Het derde lid appelleert aan het beginsel dat de overheid zo spoedig mogelijk dient te beslissen op aanvragen van burgers. Deze bepaling verschaft de aanvrager duidelijkheid over de beslissingstermijn.
Het vierde lid voorkomt de ongewenste situatie dat niet tijdige afdoening van een aanvraag leidt tot toekenning van de subsidie in een situatie dat deze ingeval van tijdige afdoening niet zou zijn toegekend.
Uit oogpunt van rechtszekerheid zou een dergelijke bevoordeling niet staande te houden zijn.
Dit lid laat dus een expliciete beslissing na het verstrijken van de beslissingstermijn niet toe, omdat de subsidie reeds wordt geacht te zijn geweigerd.
Het vijfde lid bevestigt de gebruikelijke gang van zaken bij de afhandeling van de aanvraag.

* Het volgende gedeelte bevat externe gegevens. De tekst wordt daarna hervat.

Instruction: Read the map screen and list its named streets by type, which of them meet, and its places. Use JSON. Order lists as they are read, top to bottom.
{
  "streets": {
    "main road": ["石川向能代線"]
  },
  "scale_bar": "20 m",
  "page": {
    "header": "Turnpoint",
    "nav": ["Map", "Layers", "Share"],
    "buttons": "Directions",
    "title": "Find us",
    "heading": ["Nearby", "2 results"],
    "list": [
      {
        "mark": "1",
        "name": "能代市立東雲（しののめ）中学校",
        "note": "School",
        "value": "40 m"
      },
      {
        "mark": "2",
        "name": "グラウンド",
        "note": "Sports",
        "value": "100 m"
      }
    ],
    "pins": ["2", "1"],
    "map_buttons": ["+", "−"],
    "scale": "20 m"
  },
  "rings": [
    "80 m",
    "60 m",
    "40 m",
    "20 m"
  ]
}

Dit artikel bevat de gronden aan welke een aanvraag om een subsidie wordt getoetst. Toetsing dient te worden beperkt tot de inkomenspositie; vermogen wordt buiten beschouwing gelaten.
Ten aanzien van het begrip besteedbaar inkomen (105% van de bijstandsnorm) dient soepele toepassing te worden gegeven. Daartoe kunnen op het beschikbare inkomen de volgende buitengewone uitgaven in mindering worden gebracht: premie particuliere ziektekostenverzekering (excl. nominale en aanvullende premie), woonkosten die de subsidiabele huurgrens overschrijden dan wel waarvoor nog geen huursubsidie, vergoeding via de Vangnetregeling of woonkostentoeslag wordt ontvangen, buitengewone noodzakelijke verwervingskosten, kosten van studie en opleiding van kinderen conform de WSF en onderhoudskosten ten behoeve van ex-echtgenote en kinderen.
Dit artikel bevat de vergoedingsmogelijkheden.
Niet de hoogte van de kosten voor activiteiten op het gebied van sport, cultuur en educatie zijn bepalend voor de hoogte van de tegemoetkoming maar enkel het bewijs van deelname.
Het eerste lid beoogt een overzicht te geven van de sociaal-culturele en sportieve activiteiten en voorzieningen die voor een tegemoetkoming in aanmerking komen. De tegemoetkoming dient tevens ter voorziening in bijkomende kosten (bijv. kleding, attributen e.d.). De soort activiteiten zijn zo ruim mogelijk omschreven zodat nagenoeg iedereen een beroep op deze tegemoetkoming kan doen.
Het tweede lid bevat de hoogte van de tegemoetkoming. Voor een thuiswonend schoolgaand kind jonger dan 18 jaar ontvangen de ouders weliswaar kinderbijslag, maar de kosten voor deze kinderen op het gebied van maatschappelijke participatie zijn vele malen hoger. Derhalve geldt voor deze doelgroep een hoger normbedrag. De ouders met kinderen die onderwijs volgen na het basisonderwijs, kunnen voor schoolkosten een beroep doen op de ‘Wet tegemoetkoming onderwijsbijdrage en schoolkosten’ (WTOS). In voorkomende gevallen worden de ouders hierop geattendeerd.